[WHAT IS NEEDED]:
Lines of the data that contain the word "symbols" are the ones to copy.

[EXTRACTED RECORDS]:
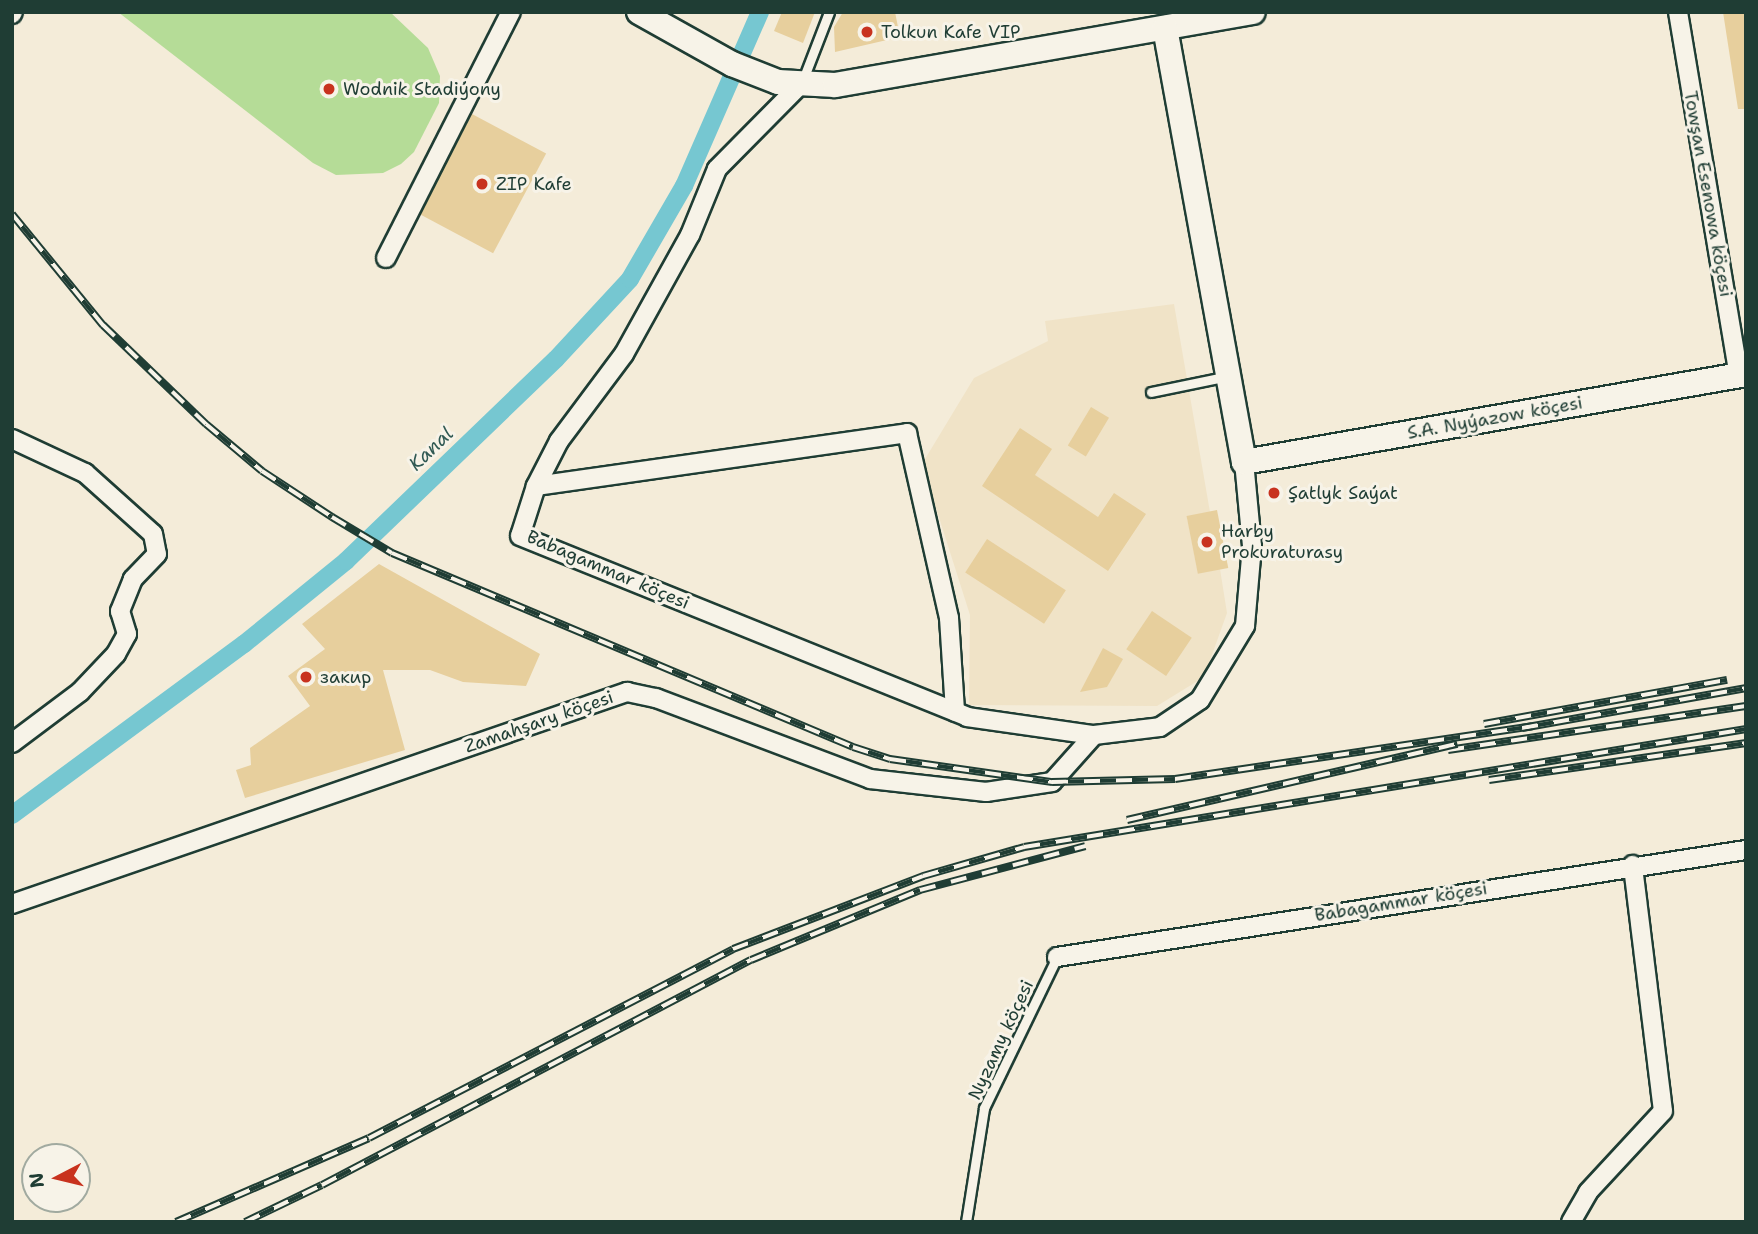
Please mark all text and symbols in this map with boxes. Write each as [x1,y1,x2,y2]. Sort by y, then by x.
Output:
place label: Tolkun Kafe VIP [881,21,1020,43]
marker: Tolkun Kafe VIP [859,24,875,40]
place label: Wodnik Stadiýony [343,78,501,100]
marker: Wodnik Stadiýony [321,81,337,97]
street label: Towşan Esenowa köçesi [1679,89,1737,299]
place label: ZIP Kafe [496,173,572,195]
marker: ZIP Kafe [474,176,490,192]
street label: S.A. Nyýazow köçesi [1406,392,1584,444]
water label: Kanal [404,422,458,476]
place label: Şatlyk Saýat [1288,482,1398,504]
marker: Şatlyk Saýat [1266,485,1282,501]
place label: Harby Prokuraturasy [1221,521,1343,564]
street label: Babagammar köçesi [523,526,693,614]
marker: Harby Prokuraturasy [1199,534,1215,550]
place label: закир [320,666,371,688]
marker: закир [298,669,314,685]
street label: Zamahşary köçesi [462,686,616,758]
street label: Babagammar köçesi [1313,878,1489,926]
street label: Nyzamy köçesi [964,977,1038,1103]
north arrow [21,1143,91,1213]
text: N [23,1171,50,1189]

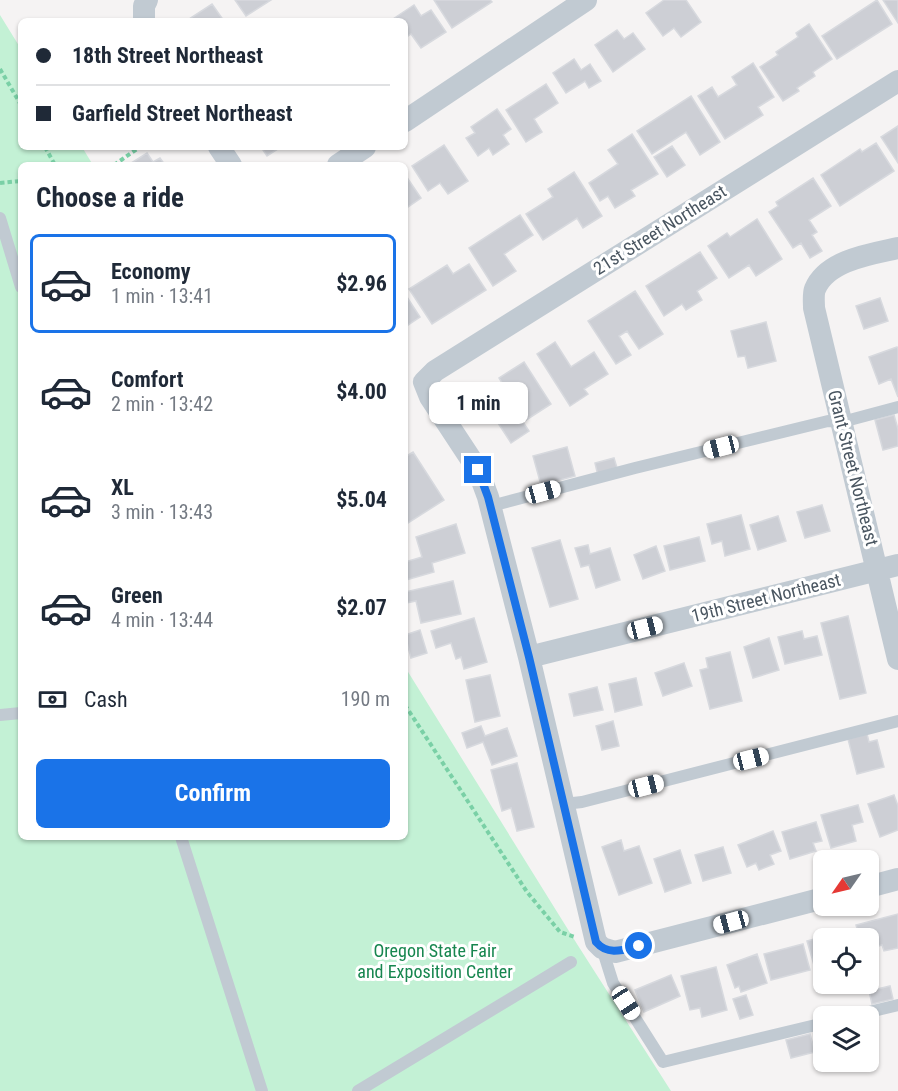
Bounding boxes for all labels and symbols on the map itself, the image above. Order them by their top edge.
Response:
street label: 21st Street Northeast [590,180,730,279]
callout: 1 min [428,383,528,425]
street label: Grant Street Northeast [824,388,883,548]
car [701,434,741,460]
route end [464,456,491,483]
car [523,479,563,505]
street label: 19th Street Northeast [689,569,843,626]
car [625,615,665,641]
car [731,746,771,772]
car [626,773,666,799]
north arrow [813,850,879,916]
car [711,909,751,935]
route start [625,932,652,959]
park label: Oregon State Fair and Exposition Center [357,940,513,982]
car [609,983,643,1023]

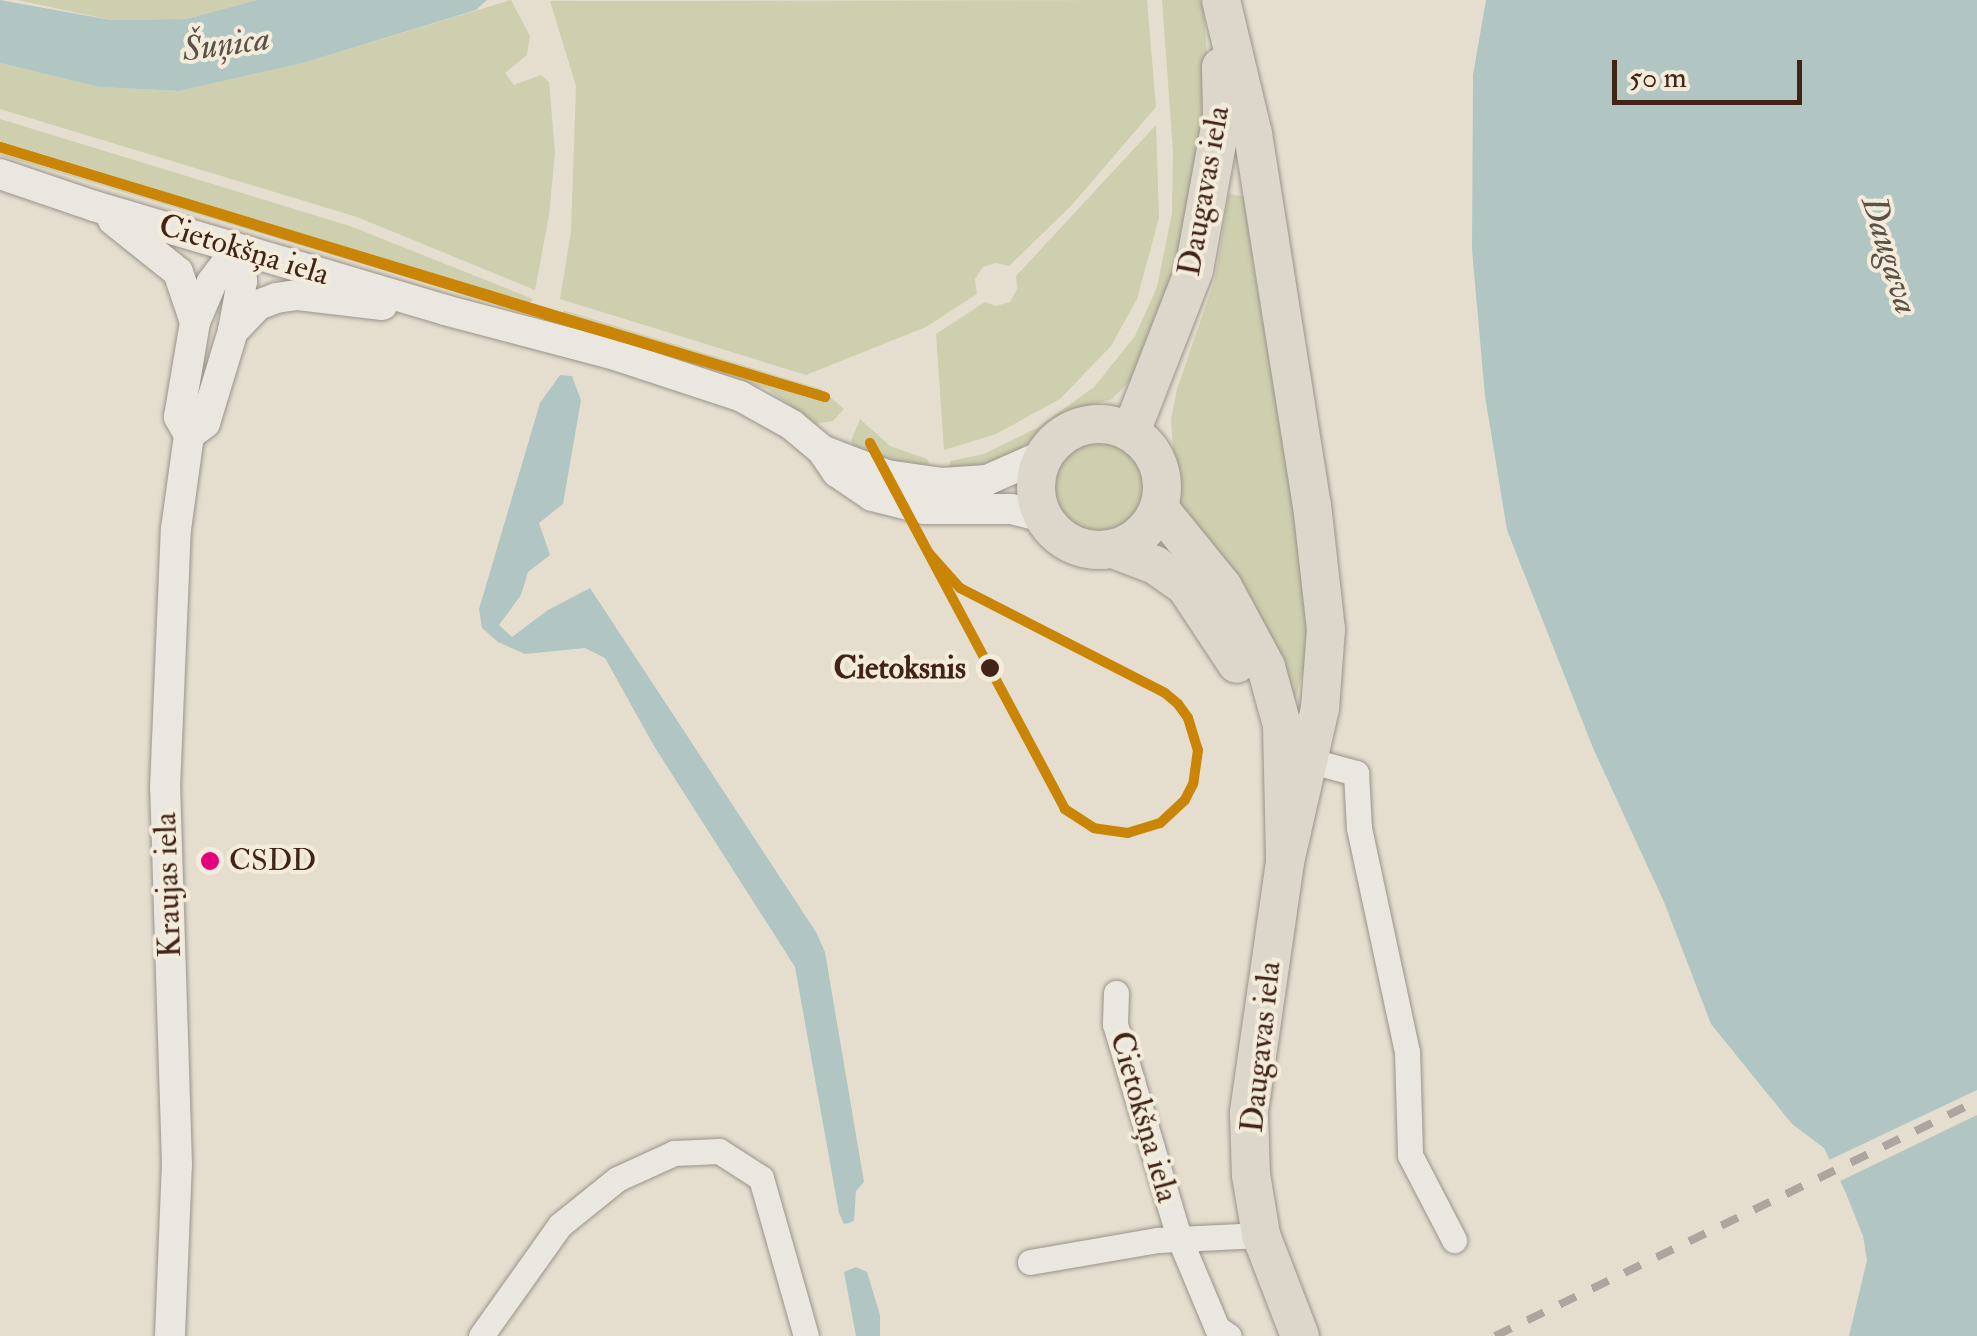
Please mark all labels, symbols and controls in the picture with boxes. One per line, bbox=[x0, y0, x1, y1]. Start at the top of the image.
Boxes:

[TASK OUTPUT]:
Please mark all text and symbols in this map with boxes. Write each as [x1,y1,x2,y2]. Sort by y, then by x.
Bounding boxes for all labels and symbols on the map itself, the image above. Order them by their top edge.
Please mark all labels, symbols and controls in the picture with boxes. One per line, bbox=[x0, y0, x1, y1]. Start at the top of the image.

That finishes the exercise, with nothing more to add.